Saved data entries
########################################

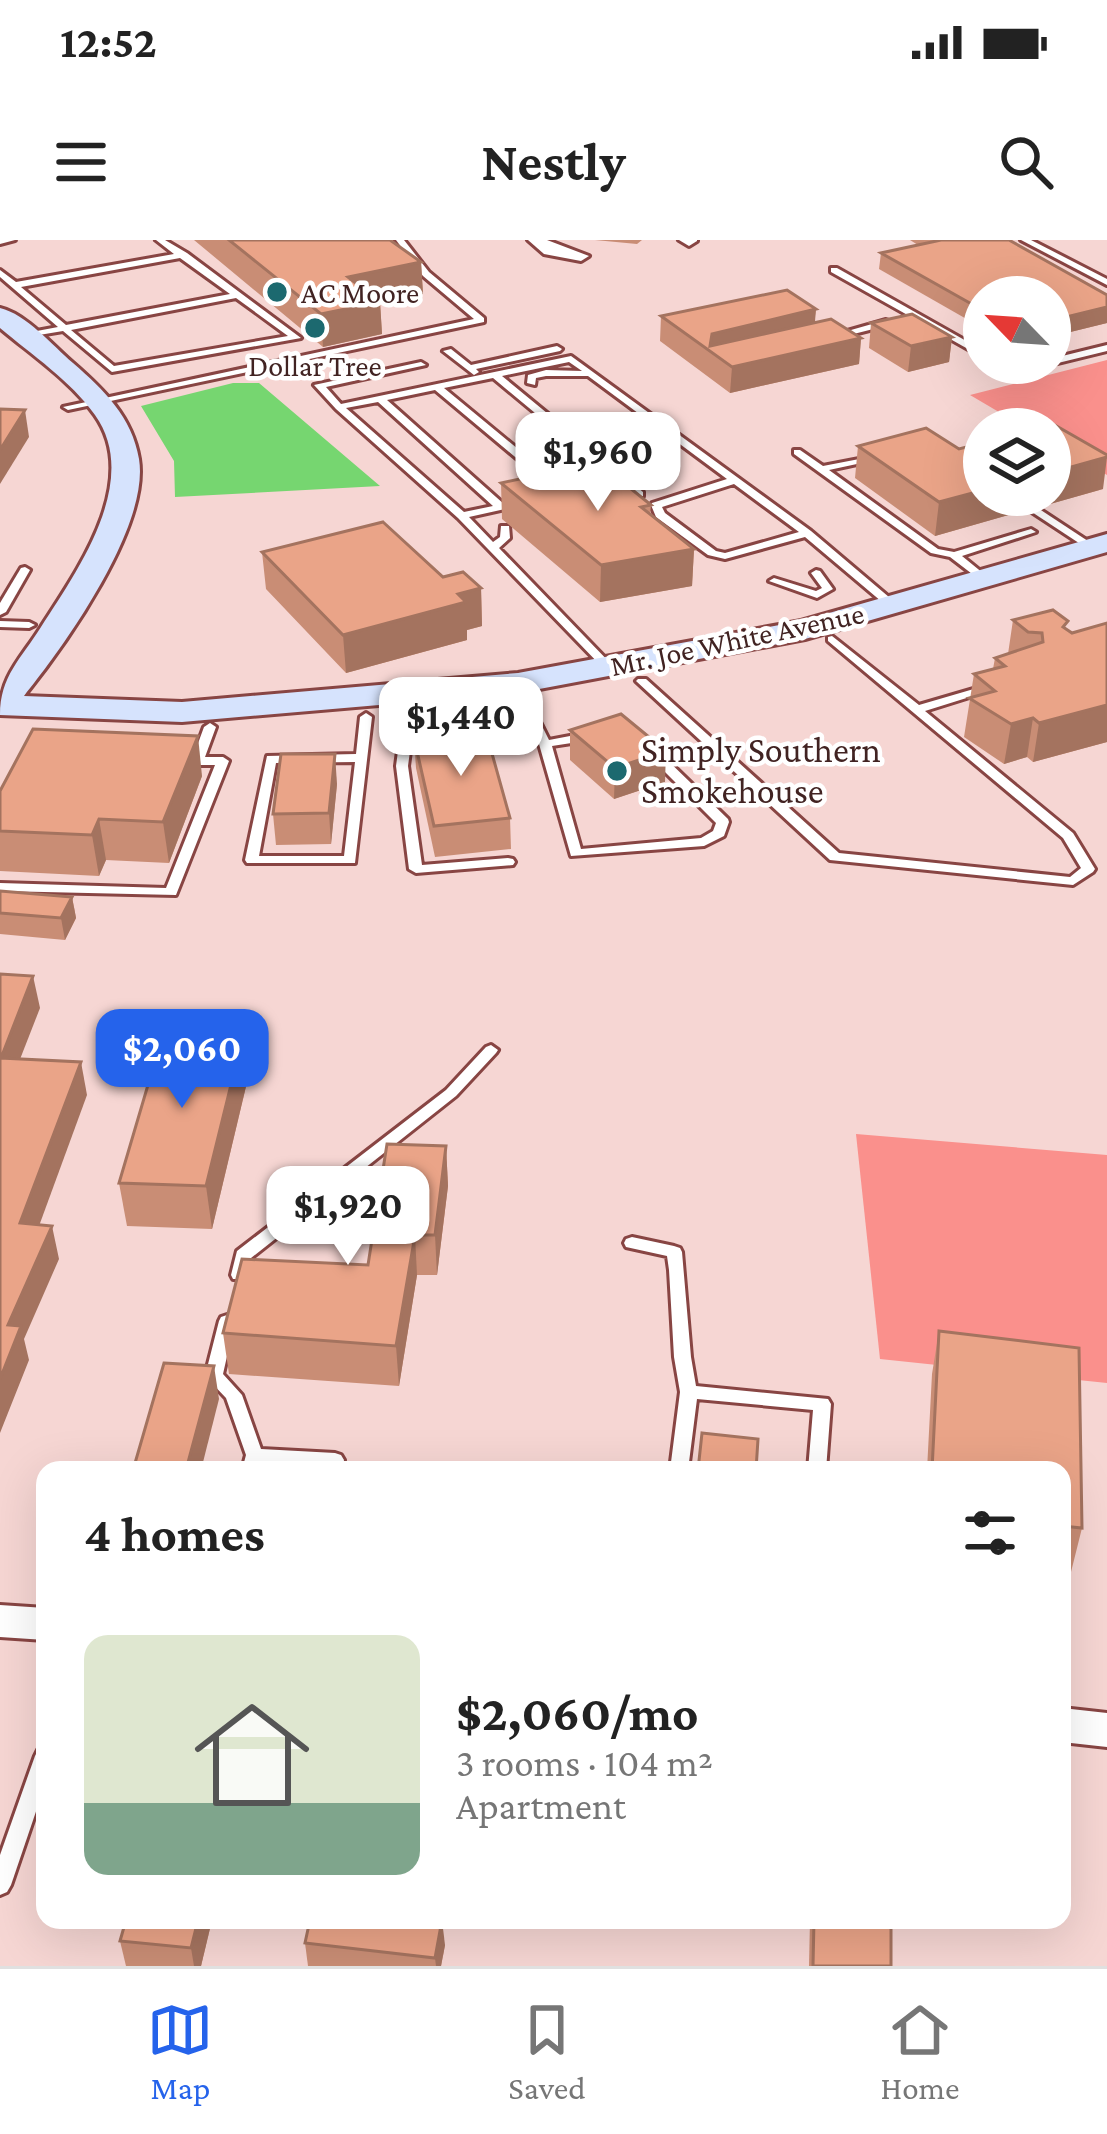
<!DOCTYPE html>
<html lang="en">
<head>
<meta charset="utf-8">
<style>
	:root { --surface:#fff; --page:#f6f6f6; --text:#222; --muted:#767676; --line:#e0e0e0; --accent:#2563eb }
	body { margin:0; font-family:"Crimson Pro",serif; background:var(--page); color:var(--text); height:100vh; display:flex; flex-direction:column; font-size:45px; white-space:nowrap }
	* { box-sizing:border-box; margin:0 }
	p { font-size:39px; color:var(--muted) }
	.icon { flex:none; width:66px; height:66px; fill:none; stroke:currentColor; stroke-width:2; stroke-linecap:round; stroke-linejoin:round }
	.map { position:relative; flex:1; overflow:hidden }
	.sheet { position:absolute; left:36px; top:1221px; width:1035px; height:468px; display:flex; flex-direction:column; background:var(--surface); border-radius:24px; box-shadow:0 12px 48px #0002 }
	.sheet>* { flex:none }
	.needle { width:78px; rotate:295deg }
	.fabs { position:absolute; left:963px; top:36px; display:grid; gap:24px }
	.fabs a { display:grid; place-items:center; width:108px; height:108px; border-radius:50%; background:var(--surface); box-shadow:0 12px 48px #0002; font-size:60px }
	.price { position:absolute; translate:-50% -102px; padding:0 27px; border-radius:24px; background:#fff; color:#222; font-size:39px; line-height:78px; filter:drop-shadow(0 3px 6px #0008) }
	.price::after { content:''; position:absolute; left:50%; top:72px; width:36px; height:27px; margin-left:-18px; background:inherit; clip-path:polygon(0 0,100% 0,50% 100%) }
	.price.on { background:var(--accent); color:#fff }
	ul { padding:0; list-style:none }
	li { display:flex; align-items:center; gap:36px; height:300px; padding:0 48px }
	li span { display:grid; place-items:center; flex:none; width:336px; height:240px; border-radius:24px; color:#555 }
	li>.icon { margin-inline-start:auto }
	span .icon { width:144px; height:144px; fill:#fffc; stroke-width:1 }
	li b { font-size:51px }
	h2 { display:flex; justify-content:space-between; align-items:center; height:144px; padding:0 48px; font-size:51px }
	.status { display:flex; justify-content:space-between; align-items:center; height:84px; padding:0 60px; background:var(--surface); direction:ltr }
	.status svg { height:33px; fill:currentColor }
	header { display:flex; justify-content:space-between; align-items:center; height:156px; padding:0 48px; background:var(--surface); font-size:54px; font-weight:700 }
	.menu { display:flex; justify-content:space-around; align-items:center; height:168px; border-top:3px solid var(--line); background:var(--surface); font-size:33px; color:var(--muted) }
	.menu a { display:grid; justify-items:center; gap:6px }
	.menu .on { color:var(--accent) }
	.map>svg:first-child { display:block }
	.green { fill:#fa908c }
	.water { fill:#76d670 }
	.lines { fill:none; stroke-linecap:round; stroke-linejoin:round }
	.lane-casing { stroke:#884543; stroke-width:6 }
	.street-casing { stroke:#884543; stroke-width:6 }
	.secondary-casing { stroke:#884543; stroke-width:6 }
	.lane { fill:#fff; fill-rule:evenodd }
	.street { fill:#fff; fill-rule:evenodd }
	.secondary { fill:#d6e3fd; fill-rule:evenodd }
	.wall { fill:#c98d75 }
	.shaded-wall { fill:#a4735f }
	.building { fill:#eaa488; stroke:#a4735f; stroke-width:3 }
	.poi-dot { fill:#1c696f; stroke:#fff; stroke-width:4.5 }
	.labels { text-anchor:middle; dominant-baseline:central; stroke-width:9; stroke-linejoin:round; paint-order:stroke }
	.far-poi-label { font-size:30px; fill:#412322; stroke:#fff; text-anchor:start }
	.far-street-label { font-size:30px; fill:#412322; stroke:#fff }
	.poi-label { font-size:36px; fill:#412322; stroke:#fff; text-anchor:start }
</style>
</head>
<body>
<div class="status"><b>12:52</b><svg viewBox="0 0 49 12"><path d="M0 12V9h3v3zM5 12V6h3v6zM10 12V3h3v9zM15 12V0h3v12zM26 1h20v11H26zM47 4h2v5h-2z"/></svg></div>
<header><svg class="icon" aria-label="menu" viewBox="0 0 24 24"><path d="M4 6h16M4 12h16M4 18h16"/></svg>Nestly<svg class="icon" aria-label="search" viewBox="0 0 24 24"><circle cx="10" cy="10" r="6"/><path d="M15 15l6 6"/></svg></header>
<div class="map">
<svg width="1107" height="1726" viewBox="0 0 1107 1726">
	<rect width="100%" height="100%" fill="#f6d6d3"/>
	<!-- green -->
	<g class="green">
		<path d="M1107,120V235L1050,202V189H1028L970,155Z"/>
		<path d="M856,894L1107,915V1143L880,1119Z"/>
	</g>
	<!-- water -->
	<path class="water" d="M233,143H259L380,246L175,257L174,221L141,166Z"/>
	<g class="lines">
		<!-- lane casing -->
		<g class="lane-casing">
			<g id="lane">
				<path d="M0,0H15L0,4Z"/>
				<path d="M156,0H165L187,13L301,98L112,132L63,91L21,98V94L58,87L0,37V30L16,42L174,14ZM180,18L230,54L66,85L21,47ZM236,58L288,96L114,126L71,90Z"/>
				<path d="M396,0H404L429,32L484,78V82L68,170L63,167L474,79L423,36Z"/>
				<path d="M1021,0H1031L1107,39V45Z"/>
				<path d="M831,28H837L984,111V118L831,32Z"/>
				<path d="M886,80L889,81V85L834,99L830,96Z"/>
				<path d="M1107,105V111L1013,134L994,123H1006L1014,128L1035,123H1050V119Z"/>
				<path d="M557,106L562,109L560,111L476,129L479,132L474,135L443,111L451,109L471,125Z"/>
				<path d="M571,116L811,291L896,363V367H888L805,297L725,319L708,315L656,277L651,265L652,263L727,239L588,136H546L536,138L535,145L527,143L528,135L546,130L582,131L569,122L502,136L643,252V256H635L493,138L444,148L559,243V247H551L435,150L387,160L505,265V269L469,277L493,302L500,297L501,286H509L510,298L499,308L614,427L608,430L604,429L458,278L336,169L314,145L421,122L426,125L326,147L341,164ZM378,162L493,266L464,272L346,168ZM734,244L799,292L725,313L716,311L665,273L662,267Z"/>
				<path d="M794,210H800L823,226L880,215V219L829,230L938,309L954,312L1031,289L1036,292L962,316L989,338L980,340L950,317L931,313L794,214Z"/>
				<path d="M1006,255H1018L1097,307L1088,309Z"/>
				<path d="M25,327L30,330L6,372L0,375V363L21,328Z"/>
				<path d="M816,330L820,331L833,349L817,358L769,341L774,338L816,351L822,348L811,333Z"/>
				<path d="M0,381L29,382L35,385L29,388L0,387Z"/>
				<path d="M832,396L919,465L984,446H992V450L925,471L1073,593L1095,629L1093,632L1073,645L830,620L636,441L638,439H646L839,613L1070,637L1081,628L1063,598L828,401V397Z"/>
				<path d="M523,456L529,460L549,500L591,492L597,496L591,500L552,506L581,609L701,598L713,591L716,583L650,517V511H658L728,579L729,582L724,596L704,606L571,616L539,504L517,460Z"/>
				<path d="M409,470L415,474L408,526L422,625L508,618L513,619L515,622L513,625L416,633L409,629L396,526L403,474Z"/>
				<path d="M366,473L372,477L355,623H247L245,620L267,516L356,514L360,477ZM355,522L344,616H259L276,523Z"/>
				<path d="M210,483L216,487L205,517H223L229,521L176,655L0,651V643L166,648L215,525H184L178,521L184,517H193L204,487Z"/>
				<path d="M491,805L498,810L496,813L456,856L251,1018L245,1039H233L231,1035L237,1011L446,850L486,807Z"/>
				<path d="M632,997L674,1006L680,1008L682,1012L691,1117L696,1146L828,1159L831,1164L826,1230H808L813,1170L697,1159L688,1230H670L680,1152L674,1117L669,1030L667,1016L626,1007L624,1003L626,999Z"/>
				<path d="M227,1075L233,1077L235,1081L223,1134L242,1155L261,1209L335,1213L341,1215L344,1220L342,1230H324L325,1226L262,1222L260,1230H242L246,1215L226,1158L205,1136L219,1081L221,1077Z"/>
				<path d="M45,1507V1545L11,1645L7,1652L0,1655V1615L35,1516L38,1510Z"/>
			</g>
		</g>
		<!-- street casing -->
		<g class="street-casing">
			<g id="street">
				<path d="M528,0H547L589,16L581,21L544,14Z"/>
				<path d="M679,0H697V1L689,6Z"/>
				<path d="M0,1365L45,1368V1400L0,1397Z"/>
				<path d="M1062,1468L1107,1473V1507L1062,1502Z"/>
			</g>
		</g>
		<!-- secondary casing -->
		<g class="secondary-casing">
			<path id="secondary" d="M0,68C26,74 53,106 73,123C104,150 132,177 139,219C150,286 65,405 24,456L182,462L518,433L801,381L1107,294V312L805,399L518,453L182,482L0,475C0,436 21,419 41,387C77,331 142,241 95,175C71,141 32,115 0,88Z"/>
		</g>
		<!-- lane -->
		<use href="#lane" class="lane"/>
		<!-- street -->
		<use href="#street" class="street"/>
		<!-- secondary -->
		<use href="#secondary" class="secondary"/>
	</g>
	<!-- wall -->
	<g class="wall">
		<path d="M194,0H390L421,22L423,54L380,62L382,94L323,107Z"/>
		<path d="M595,0H642L637,4Z"/>
		<path d="M910,0H1009L1107,55V83L1050,97L984,57V89L879,29L881,13L918,5Z"/>
		<path d="M816,69L814,83L861,98L859,124L730,153L660,101L661,76Z"/>
		<path d="M871,83L952,97L949,122L908,132L869,108Z"/>
		<path d="M858,206L984,255H1025L1022,271L935,296L855,238Z"/>
		<path d="M501,243L651,265L650,275L694,309L692,346L600,362L502,279Z"/>
		<path d="M1103,249L1043,266L1026,255H1050Z"/>
		<path d="M262,312L443,337L481,348L482,386L467,390V400L346,433L266,349Z"/>
		<path d="M1013,380L1066,389L1072,393L1107,383V502L1033,522L1027,517L1004,524L964,497L974,434L993,429L995,418L1008,414Z"/>
		<path d="M570,490L665,542L614,559L570,520Z"/>
		<path d="M414,498L510,578L511,609L435,617L416,528Z"/>
		<path d="M202,536L169,623L106,620L99,636L0,631V551Z"/>
		<path d="M337,544L331,604L276,605L273,574Z"/>
		<path d="M0,651L72,657L76,678L65,700L0,694Z"/>
		<path d="M248,838L212,989L127,986L119,943Z"/>
		<path d="M446,906L448,946L437,1035H417L399,1146L229,1134L223,1093L368,1025Z"/>
		<path d="M939,1091L1079,1108L1082,1288L1071,1332L1062,1330V1230H927L932,1134Z"/>
		<path d="M126,1680H212L201,1726H126L120,1701Z"/>
		<path d="M810,1680H891V1726H809Z"/>
		<path d="M305,1703L445,1705L441,1726H308Z"/>
	</g>
	<!-- shaded-wall -->
	<g class="shaded-wall">
		<path d="M421,22L423,54L380,62L382,94L323,107L321,74L348,37Z"/>
		<path d="M1107,67V83L1050,97V81Z"/>
		<path d="M816,69L814,94L710,111L712,94Z"/>
		<path d="M952,97L949,122L908,132L911,106Z"/>
		<path d="M861,98L859,124L730,153L732,127Z"/>
		<path d="M25,170L29,197L0,244V210Z"/>
		<path d="M1107,217L1103,249L1043,266L1045,255H1050V233Z"/>
		<path d="M984,250V255H1025L1022,271L935,296L939,262Z"/>
		<path d="M694,309L692,346L600,362L601,325Z"/>
		<path d="M481,348L482,386L467,390V400L346,433L343,395L458,354Z"/>
		<path d="M1107,465V502L1033,522L1039,483Z"/>
		<path d="M1033,478L1027,517L1004,524L1011,484Z"/>
		<path d="M198,496L202,536L169,623L163,582Z"/>
		<path d="M666,511L665,542L614,559L615,528Z"/>
		<path d="M335,514L337,544L331,604L329,573Z"/>
		<path d="M99,579L106,620L99,636L92,595Z"/>
		<path d="M72,657L76,678L65,700L61,678Z"/>
		<path d="M33,736L40,768L8,850L1,818Z"/>
		<path d="M243,796L248,838L212,989L206,946Z"/>
		<path d="M81,822L87,855L28,1016L20,983Z"/>
		<path d="M446,906L448,946L437,1035L435,995Z"/>
		<path d="M52,986L59,1019L24,1099L29,1120L0,1193V1139L8,1085Z"/>
		<path d="M415,995L417,1035L399,1146L396,1106Z"/>
		<path d="M214,1126L219,1159L201,1230H186Z"/>
		<path d="M198,1680H212L201,1726H194L191,1708Z"/>
		<path d="M442,1680L445,1705L441,1726H436L435,1718Z"/>
	</g>
	<!-- building -->
	<g class="building">
		<path d="M229,0H390L421,22L348,37L380,62L321,74Z"/>
		<path d="M941,0H1009L1107,55V67L1050,81V57H984V71L881,13Z"/>
		<path d="M787,50L816,69L712,94L710,106L831,79L861,98L732,127L661,76Z"/>
		<path d="M912,74L952,97L911,106L871,83Z"/>
		<path d="M0,169L25,170L0,210Z"/>
		<path d="M1053,184L1107,215V217L1050,233V189H1034Z"/>
		<path d="M926,188L959,209L974,205L984,210V250L939,262L858,206Z"/>
		<path d="M598,222L651,265L641,267L694,309L601,325L501,243Z"/>
		<path d="M383,282L443,337L463,332L481,348L458,354L466,362L343,395L262,312Z"/>
		<path d="M1053,370L1068,381L1063,387L1072,393L1107,383V465L1039,483L1033,478L1011,484L969,458L995,451L974,434L1005,426L995,418L1043,402L1042,393L1028,392L1013,380Z"/>
		<path d="M621,474L666,511L615,528L570,490Z"/>
		<path d="M33,489L198,496L163,582L99,579L92,595L0,591V551Z"/>
		<path d="M486,492L510,578L434,586L414,498Z"/>
		<path d="M281,514H335L329,573L273,574Z"/>
		<path d="M0,651L72,657L61,678L0,673Z"/>
		<path d="M0,734L33,736L1,818L81,822L20,983L52,986L8,1085L21,1086L0,1139Z"/>
		<path d="M163,794L243,796L206,946L119,943Z"/>
		<path d="M387,904L446,906L435,995H415L396,1106L223,1093L242,1019L368,1025Z"/>
		<path d="M939,1091L1079,1108L1082,1288L1062,1286V1230H932Z"/>
		<path d="M164,1123L214,1126L186,1230H133Z"/>
		<path d="M702,1193L758,1199L756,1230H698Z"/>
		<path d="M126,1680H198L191,1708L120,1701Z"/>
		<path d="M310,1680H442L435,1718L305,1703Z"/>
		<path d="M814,1680H891V1726H813Z"/>
	</g>
	<!-- markers -->
	<g class="poi-dot">
		<circle cx="277" cy="52" r="12"/>
		<circle cx="315" cy="88" r="12"/>
		<circle cx="617" cy="531" r="12"/>
	</g>
	<g class="labels">
		<!-- far-poi labels -->
		<g class="far-poi-label">
			<text x="301" y="52">AC Moore</text>
			<text x="315" y="125" text-anchor="middle">Dollar Tree</text>
		</g>
		<!-- far-street labels -->
		<g class="far-street-label">
			<text transform="translate(737 399) rotate(-12)">Mr. Joe White Avenue</text>
		</g>
		<!-- poi labels -->
		<g class="poi-label">
			<text x="641" y="510">Simply Southern<tspan x="641" dy="41">Smokehouse</tspan></text>
		</g>
	</g>
</svg>
<div class="fabs">
<a><svg class="needle" viewBox="-14 -14 28 28"><path d="M0-13l5 13h-10z" fill="#e53935"/><path d="M0 13l5-13h-10z" fill="#767676"/></svg></a>
<a><svg class="icon" aria-label="layers" viewBox="0 0 24 24"><path d="M12 4l9 5-9 5-9-5zM3 14l9 5 9-5"/></svg></a>
</div>
<b class="price" style="left:598px;top:274px">$1,960</b>
<b class="price" style="left:461px;top:539px">$1,440</b>
<b class="price on" style="left:182px;top:871px">$2,060</b>
<b class="price" style="left:348px;top:1028px">$1,920</b>
<section class="sheet">
<h2>4 homes<svg class="icon" aria-label="filters" viewBox="0 0 24 24"><path d="M4 7h16M4 17h16"/><circle cx="9" cy="7" r="2"/><circle cx="15" cy="17" r="2"/></svg></h2>
<ul>
<li><span style="background:linear-gradient(#dfe7d0 70%,#7fa58c 0)"><svg class="icon" aria-label="home" viewBox="0 0 24 24"><path d="M3 11l9-7 9 7M6 9v11h12V9"/></svg></span><div><b>$2,060/mo</b><p>3 rooms · 104 m²</p><p>Apartment</p></div></li>
</ul>
</section>
</div>
<nav class="menu">
<a class="on"><svg class="icon" aria-label="map" viewBox="0 0 24 24"><path d="M3 6l6-2 6 2 6-2v14l-6 2-6-2-6 2zM9 4v14M15 6v14"/></svg>Map</a>
<a><svg class="icon" aria-label="saved" viewBox="0 0 24 24"><path d="M7 4h10v16l-5-4-5 4z"/></svg>Saved</a>
<a><svg class="icon" aria-label="home" viewBox="0 0 24 24"><path d="M3 11l9-7 9 7M6 9v11h12V9"/></svg>Home</a>
</nav>
</body>
</html>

########################################

**PROBLEM TO SOLVE**
Report every line of the entries that carries the word "size".

**EXERCISE RESULT**
	body { margin:0; font-family:"Crimson Pro",serif; background:var(--page); color:var(--text); height:100vh; display:flex; flex-direction:column; font-size:45px; white-space:nowrap }
	p { font-size:39px; color:var(--muted) }
	.fabs a { display:grid; place-items:center; width:108px; height:108px; border-radius:50%; background:var(--surface); box-shadow:0 12px 48px #0002; font-size:60px }
	.price { position:absolute; translate:-50% -102px; padding:0 27px; border-radius:24px; background:#fff; color:#222; font-size:39px; line-height:78px; filter:drop-shadow(0 3px 6px #0008) }
	li b { font-size:51px }
	h2 { display:flex; justify-content:space-between; align-items:center; height:144px; padding:0 48px; font-size:51px }
	header { display:flex; justify-content:space-between; align-items:center; height:156px; padding:0 48px; background:var(--surface); font-size:54px; font-weight:700 }
	.menu { display:flex; justify-content:space-around; align-items:center; height:168px; border-top:3px solid var(--line); background:var(--surface); font-size:33px; color:var(--muted) }
	.far-poi-label { font-size:30px; fill:#412322; stroke:#fff; text-anchor:start }
	.far-street-label { font-size:30px; fill:#412322; stroke:#fff }
	.poi-label { font-size:36px; fill:#412322; stroke:#fff; text-anchor:start }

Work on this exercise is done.